06 Oct 2011

Raymond Chabot Grant Thornton rend public les résultats d’un sondage portant sur l’optimisme des gens d’affaires. Les données du Grant Thornton International Business Report (IBR) indiquent que le Canada fait bonne figure à l’échelle internationale quant aux perspectives économiques.

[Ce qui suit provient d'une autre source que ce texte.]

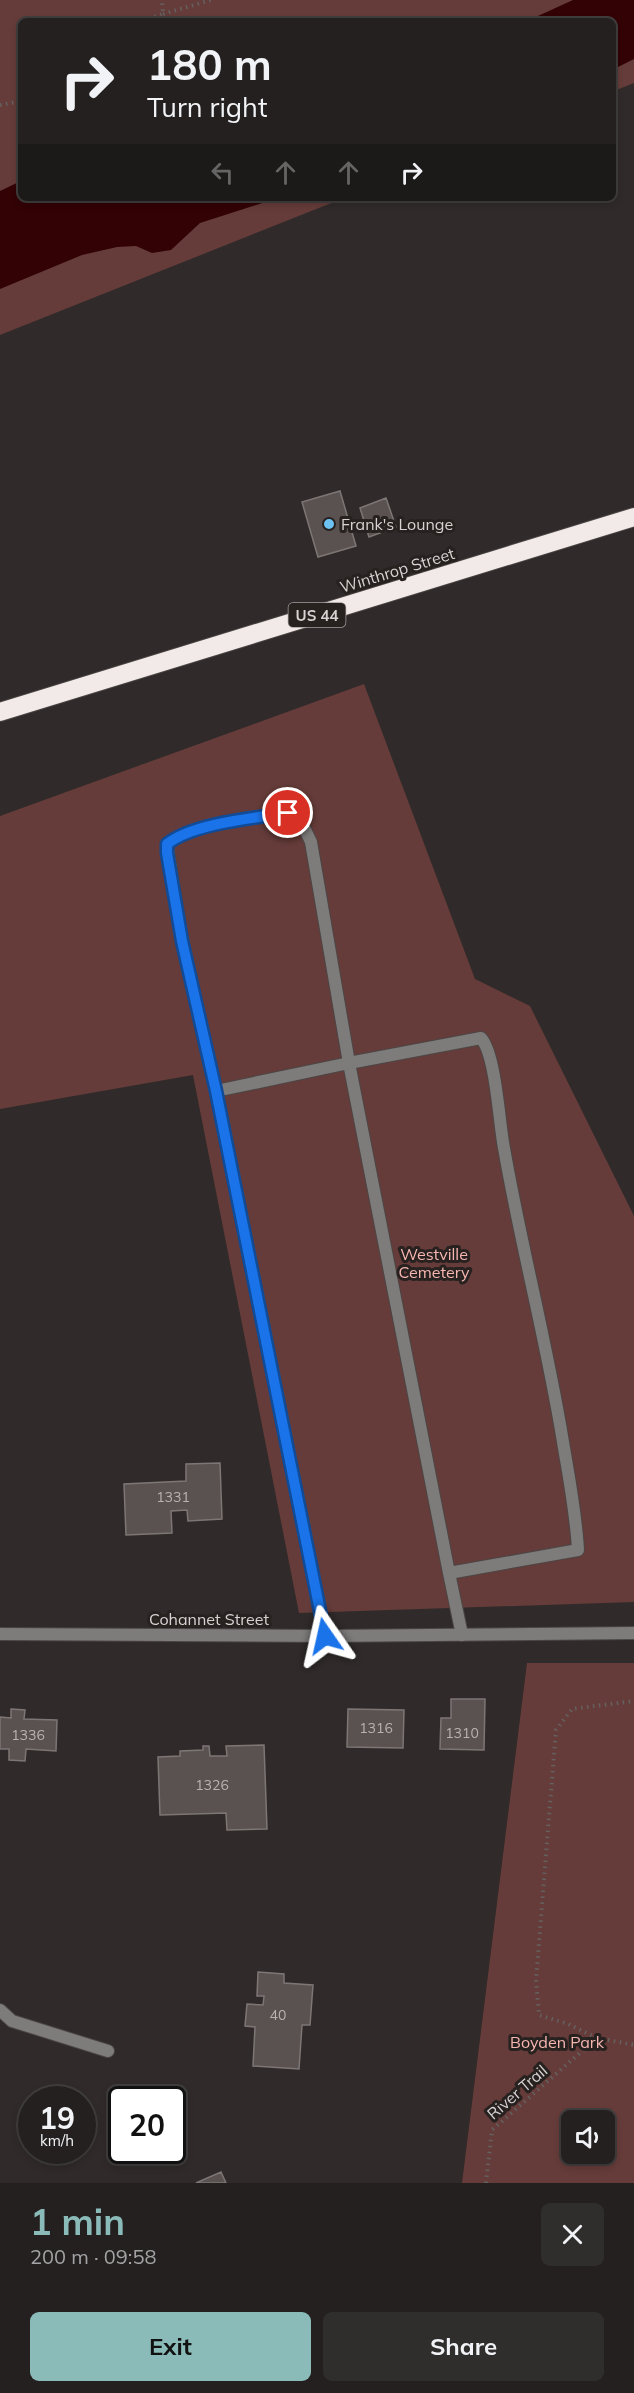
<!DOCTYPE html>
<html lang="en">
<head>
<meta charset="utf-8">
<style>
  body { margin:0; font-family:Mulish,sans-serif; background:#302d2d; color:#f1f3f6; height:100vh; display:flex; flex-direction:column; font-size:22px; white-space:nowrap }
  * { box-sizing:border-box; margin:0 }
  p { font-size:20px; color:#a3a3a5 }
  .icon { flex:none; width:33px; height:33px; fill:none; stroke:currentColor; stroke-width:2; stroke-linecap:round; stroke-linejoin:round }
  .map { position:relative; height:2183px; overflow:hidden }
  .panel { display:flex; flex-direction:column; background:#242020; flex:1 }
  .panel>* { flex:none }
  .hud { position:absolute; left:18px; top:18px; width:598px; height:183px; border-radius:9px; box-shadow:0 3px 9px #0003,0 0 0 2px #413e3e; background:#242020; color:#f1f3f6; overflow:hidden }
  .tools { position:absolute; left:561px; top:2110px; display:grid; gap:12px }
  .tools a { display:grid; place-items:center; width:54px; height:54px; border-radius:9px; background:#242020; box-shadow:0 3px 9px #0003,0 0 0 2px #413e3e; font-size:30px }
  .speed { position:absolute; left:18px; top:2086px; display:flex; gap:12px; font-size:30px; font-weight:700; text-align:center }
  .speed>* { display:grid; place-content:center; width:78px; height:78px; border-radius:50%; background:#242020; box-shadow:0 3px 9px #0003,0 0 0 2px #413e3e; line-height:1 }
  .speed small { font-size:15px; font-weight:400 }
  .speed .limit { border:3px solid #111; border-radius:9px; background:#fff; color:#111 }
  .pin { position:absolute; display:grid; place-items:center; width:51px; height:51px; color:#fff; margin:-26px; border:3px solid #fff; border-radius:50%; box-shadow:0 2px 6px #0007 }
  .me { position:absolute; width:66px; margin:-33px; rotate:349deg; stroke-linejoin:round; filter:drop-shadow(0 0 4px #0008) }
  .turn { display:flex; align-items:center; gap:21px; height:126px; padding:0 30px; font-size:27px }
  .turn .icon { width:78px; height:78px; stroke-width:2.5 }
  .turn b { display:block; font-size:42px; line-height:51px }
  .lanes { display:flex; align-items:center; height:57px; padding:0 30px; background:#0003; justify-content:center; gap:30px; direction:ltr }
  .lanes .off { opacity:.35 }
  .round { display:grid; place-items:center; flex:none; width:63px; height:63px; border-radius:9px; background:#302d2d }
  .overview { display:flex; align-items:center; justify-content:space-between; height:102px; padding:0 30px }
  h1 { font-size:36px; font-weight:700; line-height:45px; color:#8bbbb9 }
  .button { display:flex; gap:12px; margin-top:auto; padding:12px 30px }
  .button a { flex:1; height:69px; border-radius:9px; background:#8bbbb9; color:#111; font-size:24px; font-weight:700; line-height:69px; text-align:center }
  .button a+a { background:#302d2d; color:#f1f3f6 }
  .map>svg:first-child { display:block }
</style>
</head>
<body>
<div class="map">
<svg width="634" height="2183" viewBox="0 0 634 2183">
  <rect width="100%" height="100%" fill="#302b2a"/>
  <path fill="#653c39" fill-rule="evenodd" d="M 0,0 L 634,0 L 634,83 L 614,91 L 614,21 L 21,21 L 21,198 L 344,198 L 0,335 Z
    M 364,684 L 475,979 L 530,1006 L 634,1216 L 634,1602 L 299,1613 L 193,1075 L 0,1109 L 0,816 Z
    M 527,1663 L 634,1663 L 634,2183 L 462,2183 ZM 572,2121 L 604,2121 L 604,2154 L 572,2154 Z"/>
  <path fill="#320205" d="M 573,0 L 634,0 L 634,59 L 614,69 L 614,21 L 527,21 Z
    M 21,181 L 21,198 L 278,198 L 200,223 L 171,250 L 152,253 L 136,246 L 117,247 L 82,255 L 0,289 L 0,191 Z"/>
  <path fill="#595251" stroke="#7d7675" stroke-width="1.5" d="M 340,491 L 356,546 L 318,557 L 302,502 Z
    M 386,498 L 396,527 L 369,537 L 360,508 Z
    M 220,1463 L 222,1519 L 188,1521 L 187,1510 L 171,1511 L 172,1533 L 126,1535 L 124,1484 L 186,1481 L 186,1464 Z
    M 451,1699 L 485,1699 L 484,1750 L 440,1749 L 441,1718 L 451,1718 Z
    M 11,1709 L 25,1710 L 24,1719 L 57,1720 L 56,1751 L 26,1749 L 25,1761 L 9,1760 L 9,1749 L 0,1749 L 0,1717 L 11,1718 Z
    M 348,1709 L 404,1710 L 403,1748 L 347,1747 Z
    M 264,1745 L 267,1829 L 227,1830 L 226,1813 L 160,1815 L 158,1757 L 180,1756 L 180,1751 L 203,1750 L 203,1746 L 209,1746 L 210,1756 L 227,1756 L 226,1746 Z
    M 258,1972 L 284,1974 L 284,1983 L 313,1985 L 310,2025 L 302,2025 L 299,2069 L 253,2066 L 255,2027 L 245,2026 L 247,2004 L 263,2005 L 264,1996 L 257,1996 Z
    M 221,2172 L 226,2183 L 196,2183 Z"/>
  <g fill="none" stroke-linecap="round" stroke-linejoin="round">
    <g stroke="#4b4645" stroke-width="14">
      <path id="lane" d="M 288,813 L 300,819 L 311,842 L 349,1063 L 216,1091 L 182,941 L 167,844 C 193,823 255,818 288,813 Z
        M 216,1091 L 325,1636
        M 449,1573 L 349,1063 L 481,1038 C 496,1055 499,1123 504,1148 C 521,1246 547,1343 563,1442 C 569,1478 576,1513 578,1550 L 449,1573 L 462,1635"/>
    </g>
    <g stroke="#4b4645" stroke-width="14">
      <path id="street" d="M 0,1634 L 325,1636 L 634,1633
        M 0,2010 L 12,2021 L 108,2051"/>
    </g>
    <g stroke="#4b4645" stroke-width="20">
      <path id="highway" d="M 0,712 L 634,517"/>
    </g>
    <path stroke="#656160" stroke-width="4" stroke-dasharray="1.5 4.5" stroke-linecap="butt" d="M 163,14 L 211,0
      M 113,21 L 144,20 L 163,14 L 162,0
      M 0,105 L 21,101
      M 597,2038 L 568,2024 L 539,2015 L 536,1980 L 556,1730 L 572,1709 L 634,1701
      M 486,2183 L 492,2130 L 597,2038 L 634,2045"/>
    <use href="#lane" stroke="#7e7b7b" stroke-width="12"/>
    <use href="#street" stroke="#7e7b7b" stroke-width="12"/>
    <use href="#highway" stroke="#f2eae9" stroke-width="18"/>
  </g>
  <g fill="none" stroke-linecap="round" stroke-linejoin="round">
    <g stroke="#114b97" stroke-width="15">
      <path id="route" d="M 288,813 C 255,818 193,823 167,844 L 167,853 L 182,941 L 216,1091 L 325,1636"/>
    </g>
    <use href="#route" stroke="#1a73e8" stroke-width="10"/>
  </g>
  <circle fill="#6cc3f2" stroke="#272120" stroke-width="2" cx="329" cy="524" r="6"/>
  <g text-anchor="middle" dominant-baseline="central" stroke-width="6" stroke-linejoin="round" paint-order="stroke">
    <g font-size="14" fill="#b8b3b2">
      <text x="173" y="1497">1331</text>
      <text x="376" y="1728">1316</text>
      <text x="462" y="1733">1310</text>
      <text x="28" y="1735">1336</text>
      <text x="212" y="1785">1326</text>
      <text x="278" y="2015">40</text>
    </g>
    <rect fill="#272120" stroke="#a29e9d" stroke-width="1.5" x="288.5" y="603" width="57" height="24" rx="4.5"/>
    <g font-size="15" font-weight="bold" fill="#d7d3d3">
      <text x="317" y="615">US 44</text>
    </g>
    <g font-size="16" fill="#d7d3d3" stroke="#272120" text-anchor="start">
      <text x="341" y="524">Frank's Lounge</text>
    </g>
    <g font-size="16" fill="#d7d3d3" stroke="#272120">
      <text transform="translate(397 570) rotate(-17)">Winthrop Street</text>
      <text x="209" y="1619">Cohannet Street</text>
      <text transform="translate(517 2092) rotate(-41)">River Trail</text>
    </g>
    <g font-size="16" fill="#f7b6b0" stroke="#272120">
      <text x="434" y="1254">Westville<tspan x="434" dy="18">Cemetery</tspan></text>
      <text x="557" y="2042">Boyden Park</text>
    </g>
  </g>
</svg>
<div class="tools">
<a><svg class="icon" aria-label="sound" viewBox="0 0 24 24"><path d="M4 9h4l5-4v14l-5-4H4zM17 9q2 3 0 6"/></svg></a>
</div>
<div class="speed"><div>19<small>km/h</small></div><div class="limit">20</div></div>
<div class="pin" style="left:288px;top:813px;background:#d93025"><svg class="icon" aria-label="arrive" viewBox="0 0 24 24"><path d="M6 21V4h12l-3 4 3 4H6"/></svg></div>
<svg class="me" style="left:325px;top:1636px" viewBox="-20 -20 40 40"><path d="M0-17L14 15 0 8-14 15z" fill="#1a73e8" stroke="#fff" stroke-width="4"/></svg>
<div class="hud">
<div class="turn"><svg class="icon" aria-label="right" viewBox="0 0 24 24"><path d="M7 20v-9h11M14 6l5 5-5 5"/></svg><div><b>180 m</b>Turn right</div></div>
<div class="lanes"><svg class="icon off" aria-label="left" viewBox="0 0 24 24"><path d="M17 20v-9H6M10 6l-5 5 5 5"/></svg><svg class="icon off" aria-label="ahead" viewBox="0 0 24 24"><path d="M12 20V5M6 11l6-6 6 6"/></svg><svg class="icon off" aria-label="ahead" viewBox="0 0 24 24"><path d="M12 20V5M6 11l6-6 6 6"/></svg><svg class="icon" aria-label="right" viewBox="0 0 24 24"><path d="M7 20v-9h11M14 6l5 5-5 5"/></svg></div>
</div>
</div>
<section class="panel">
<div class="overview"><div><h1>1 min</h1><p>200 m · 09:58</p></div><a class="round"><svg class="icon" aria-label="close" viewBox="0 0 24 24"><path d="M6 6l12 12M18 6L6 18"/></svg></a></div>
<div class="button"><a>Exit</a><a>Share</a></div>
</section>
</body>
</html>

Les gens d’affaires du Canada sont notamment optimistes à l’égard des prévisions d’embauche, de croissance du PIB, de rentabilité des entreprises, ainsi que des prévisions de revenus et d’investissements dans les infrastructures et la machinerie.

Si le Canada se classe 6e à l’échelle mondiale derrière les Philippines, la Géorgie, les Émirats Arabes Unis, le Mexique et le Chili, il se place premier parmi les pays occidentaux, loin devant l’ensemble des pays européens et les États-Unis. Cette position enviable s’explique notamment par la force du système financier canadien et par la vigueur du dollar canadien qui stimule les investissements dans les infrastructures et la machinerie.

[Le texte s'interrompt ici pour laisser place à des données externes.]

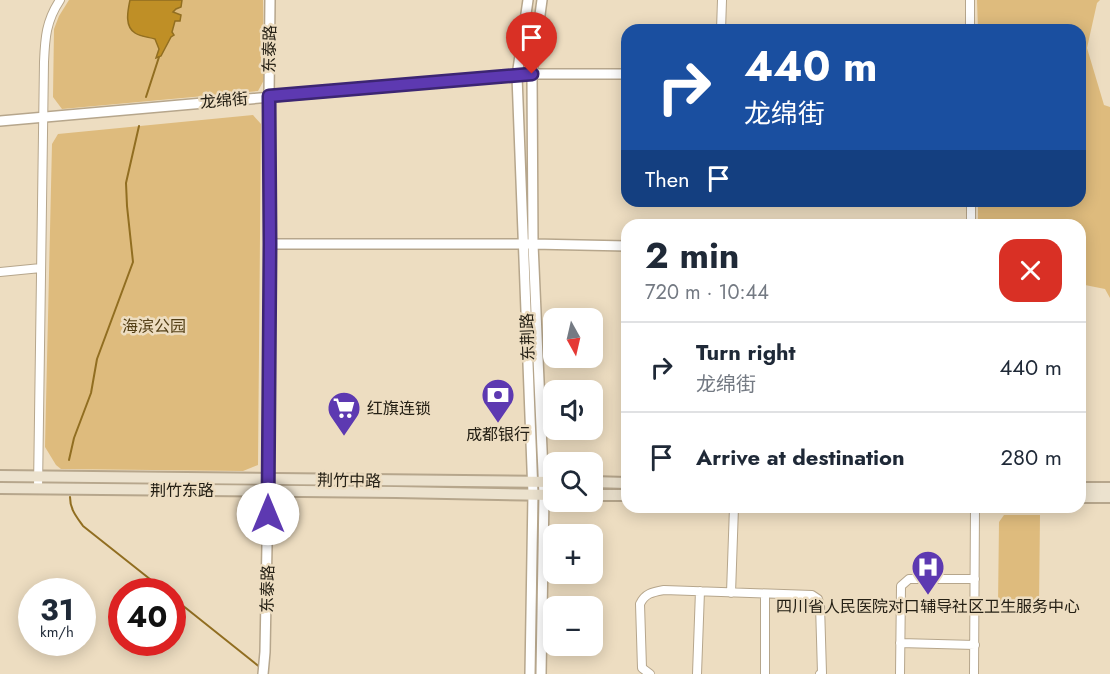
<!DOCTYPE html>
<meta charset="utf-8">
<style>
body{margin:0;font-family:Jost,"Noto Sans SC",sans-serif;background:#f2f2f3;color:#1f2937;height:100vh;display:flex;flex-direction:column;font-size:22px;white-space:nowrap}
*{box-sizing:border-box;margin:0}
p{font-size:20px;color:#747a83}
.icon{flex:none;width:33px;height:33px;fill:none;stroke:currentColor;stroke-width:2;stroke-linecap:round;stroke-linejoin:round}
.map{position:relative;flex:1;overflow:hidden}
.side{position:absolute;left:621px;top:219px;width:465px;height:294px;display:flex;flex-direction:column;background:#fff;border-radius:18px;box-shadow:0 3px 15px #0003}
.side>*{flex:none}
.hud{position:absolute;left:621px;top:24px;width:465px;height:183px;border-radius:18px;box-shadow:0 3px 15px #0003;background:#1a4fa0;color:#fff;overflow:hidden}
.needle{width:39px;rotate:172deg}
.controls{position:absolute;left:543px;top:308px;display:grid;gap:12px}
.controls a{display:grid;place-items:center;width:60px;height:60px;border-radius:12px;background:#fff;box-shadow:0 3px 15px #0003;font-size:30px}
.speed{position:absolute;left:18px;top:578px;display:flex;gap:12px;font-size:30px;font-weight:700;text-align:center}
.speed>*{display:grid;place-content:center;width:78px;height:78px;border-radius:50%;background:#fff;box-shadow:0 3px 15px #0003;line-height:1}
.speed small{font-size:15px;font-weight:400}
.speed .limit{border:9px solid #d22;background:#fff;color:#111}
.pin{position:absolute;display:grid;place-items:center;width:51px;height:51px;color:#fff;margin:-62px -26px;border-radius:50% 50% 50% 0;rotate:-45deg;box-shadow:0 0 6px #0007}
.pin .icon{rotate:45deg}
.me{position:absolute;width:66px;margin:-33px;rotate:0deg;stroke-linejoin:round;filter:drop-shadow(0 0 4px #0008)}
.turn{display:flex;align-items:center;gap:21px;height:126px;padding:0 24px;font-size:27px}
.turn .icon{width:78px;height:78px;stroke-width:2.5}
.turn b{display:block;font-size:42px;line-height:51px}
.then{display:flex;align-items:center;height:57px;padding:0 24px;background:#0003;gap:12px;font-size:22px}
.round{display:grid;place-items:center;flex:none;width:63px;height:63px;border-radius:18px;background:#f2f2f3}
.headline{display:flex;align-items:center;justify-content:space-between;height:102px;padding:0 24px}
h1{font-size:36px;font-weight:700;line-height:45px}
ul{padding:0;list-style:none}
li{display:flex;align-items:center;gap:18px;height:90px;padding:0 24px;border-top:2px solid #e0e1e3}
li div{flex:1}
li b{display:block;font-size:22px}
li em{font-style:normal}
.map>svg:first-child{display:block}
</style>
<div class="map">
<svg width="1110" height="674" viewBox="0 0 1110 674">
<rect width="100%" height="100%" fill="#edddc1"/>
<path fill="#debb7d" d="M69,0H263L264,80L258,91L62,109L53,97L54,29L59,16Z
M977,0H1100L1097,3L1087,48L1104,105L1110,107V298L1105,289L1080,284V225H978V201H1080V30H978Z
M253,115L261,124L258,465L243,471L61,469L56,465L45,447L52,144L58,134Z
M1004,515H1040L1039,606L998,605L999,522Z"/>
<path fill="#bf8f26" stroke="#916e21" stroke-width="1.5" d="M130,0H182L181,7L176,9L173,12L181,15L180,21H175L172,32L174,35L171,37L161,56L156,58L159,49L155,39C149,37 141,37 135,33C124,26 128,10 130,0Z"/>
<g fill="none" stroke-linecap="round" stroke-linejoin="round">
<path stroke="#916e21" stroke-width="2" d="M146,97L159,57
M69,460L74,438L91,393L97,359L133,262L127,206L126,183L139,126
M70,497C70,509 76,516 83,526L165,591
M172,597L261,668"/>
<g stroke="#b6a68c" stroke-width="10">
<path id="minor" d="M970,0V30
M721,30L722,0
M971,201V225
M0,272L41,268
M38,489L44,62C45,38 46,21 60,0
M731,593L734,507
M765,594V674
M900,643L975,645
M650,674L642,668L640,604C645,593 653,592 664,590L812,595L818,599L820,605L822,673L820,674
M697,674L700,591
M900,674L901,586L909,579H975
M974,674L975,507"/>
</g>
<g stroke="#b6a68c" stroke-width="12">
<path id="tertiary" d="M528,0L517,76L533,494L530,674
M0,121L532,74H627
M270,244H533L627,246
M263,674L265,652L268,491L267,479L270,244L269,96L270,0
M541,674L544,495L533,244L532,74L542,0"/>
</g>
<g stroke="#b6a68c" stroke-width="14">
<path id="secondary" d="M0,476L554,482
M592,482L627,483
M0,488L396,492L554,495
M1080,488H1110
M592,495H627
M1080,497H1110"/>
</g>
<use href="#minor" stroke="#fff" stroke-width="8"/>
<use href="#tertiary" stroke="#fff" stroke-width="9"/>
<use href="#secondary" stroke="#ece2ce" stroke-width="10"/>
</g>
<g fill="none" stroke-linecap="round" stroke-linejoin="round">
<g stroke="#3c2573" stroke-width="15">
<path id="route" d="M268,514L270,244L269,96L532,74"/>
</g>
<use href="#route" stroke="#5d39b1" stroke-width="10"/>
</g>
<defs>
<g id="bank-pin" transform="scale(1.725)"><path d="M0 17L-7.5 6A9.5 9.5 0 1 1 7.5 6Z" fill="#5d39b1" stroke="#edddc1"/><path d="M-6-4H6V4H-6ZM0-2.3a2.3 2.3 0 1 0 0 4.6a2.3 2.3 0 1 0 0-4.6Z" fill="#fff"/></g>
<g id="supermarket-pin" transform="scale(1.725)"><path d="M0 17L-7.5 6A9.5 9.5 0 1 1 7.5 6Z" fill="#5d39b1" stroke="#edddc1"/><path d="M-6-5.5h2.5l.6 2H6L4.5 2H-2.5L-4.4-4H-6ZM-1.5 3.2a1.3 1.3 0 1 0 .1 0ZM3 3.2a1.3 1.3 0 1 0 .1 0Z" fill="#fff"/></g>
<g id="hospital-pin" transform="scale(1.725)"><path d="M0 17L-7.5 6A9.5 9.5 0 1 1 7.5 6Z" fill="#5d39b1" stroke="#edddc1"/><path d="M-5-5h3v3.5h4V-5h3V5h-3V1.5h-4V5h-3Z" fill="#fff"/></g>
</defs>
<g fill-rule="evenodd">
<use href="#bank-pin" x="498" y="395"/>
<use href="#supermarket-pin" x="344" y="408"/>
<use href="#hospital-pin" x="928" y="567"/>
</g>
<g text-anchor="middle" stroke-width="5" stroke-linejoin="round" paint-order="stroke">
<g font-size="16" fill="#252015" stroke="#edddc1">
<text transform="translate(269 49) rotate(-89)" y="6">东泰路</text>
<text transform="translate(224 100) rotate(-5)" y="6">龙绵街</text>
<text transform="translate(527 337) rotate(-92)" y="6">东荆路</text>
<text transform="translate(349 480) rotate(1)" y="6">荆竹中路</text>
<text x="182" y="496">荆竹东路</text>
<text transform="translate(267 589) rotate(-89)" y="6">东泰路</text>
</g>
<g font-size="16" fill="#523e15" stroke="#edddc1">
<text x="154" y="332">海滨公园</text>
</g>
<g font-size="16" fill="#252015" stroke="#edddc1">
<text x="367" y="414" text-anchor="start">红旗连锁</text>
<text x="498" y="440">成都银行</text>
<text x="928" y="612">四川省人民医院对口辅导社区卫生服务中心</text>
</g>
</g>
</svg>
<div class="controls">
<a><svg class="needle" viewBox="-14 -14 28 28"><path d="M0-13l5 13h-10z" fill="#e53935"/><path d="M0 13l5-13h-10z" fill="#747a83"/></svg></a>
<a><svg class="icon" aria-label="sound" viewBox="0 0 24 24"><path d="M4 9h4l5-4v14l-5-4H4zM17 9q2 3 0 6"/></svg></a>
<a><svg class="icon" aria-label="search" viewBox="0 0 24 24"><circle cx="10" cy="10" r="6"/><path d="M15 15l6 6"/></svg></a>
<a>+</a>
<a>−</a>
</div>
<div class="speed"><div>31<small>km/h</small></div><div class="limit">40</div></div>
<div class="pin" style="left:532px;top:74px;background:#d93025"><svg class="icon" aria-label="arrive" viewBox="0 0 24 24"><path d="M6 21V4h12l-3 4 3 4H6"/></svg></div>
<svg class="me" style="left:268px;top:514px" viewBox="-20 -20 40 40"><circle r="19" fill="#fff"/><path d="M0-13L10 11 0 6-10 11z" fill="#5d39b1"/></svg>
<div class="hud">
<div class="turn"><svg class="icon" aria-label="right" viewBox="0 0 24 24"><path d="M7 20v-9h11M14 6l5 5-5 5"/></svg><div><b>440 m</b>龙绵街</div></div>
<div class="then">Then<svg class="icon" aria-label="arrive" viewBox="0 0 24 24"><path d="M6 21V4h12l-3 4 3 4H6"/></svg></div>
</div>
<section class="side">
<div class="headline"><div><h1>2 min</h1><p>720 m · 10:44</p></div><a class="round" style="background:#d93025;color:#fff"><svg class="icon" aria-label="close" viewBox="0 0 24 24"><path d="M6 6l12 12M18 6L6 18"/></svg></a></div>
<ul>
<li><svg class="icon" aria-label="right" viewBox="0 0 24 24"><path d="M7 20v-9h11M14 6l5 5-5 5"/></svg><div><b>Turn right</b><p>龙绵街</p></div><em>440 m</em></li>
<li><svg class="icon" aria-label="arrive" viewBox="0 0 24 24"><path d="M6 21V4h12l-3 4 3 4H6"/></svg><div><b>Arrive at destination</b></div><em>280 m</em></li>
</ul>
</section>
</div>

La tendance mondiale est toutefois très pessimiste passant, au cours du dernier trimestre, de 31 % de gens d’affaires optimistes à seulement 3 %. Cette tendance constitue un écart très important par rapport à l’optimisme affiché par les gens d’affaires du Canada, qui se maintient à 60 %. Fait inquiétant, ce pessimisme s’est également étendu aux principaux marchés émergents de la Chine et de l’Inde où 29 points de pourcentage ont été perdus. La confiance des gens d’affaires dans les marchés occidentaux a également été touchée : aux États-Unis, l’optimisme a chuté de 41 % à ­2 % et, dans l’Union européenne, de 34 % à 0 %.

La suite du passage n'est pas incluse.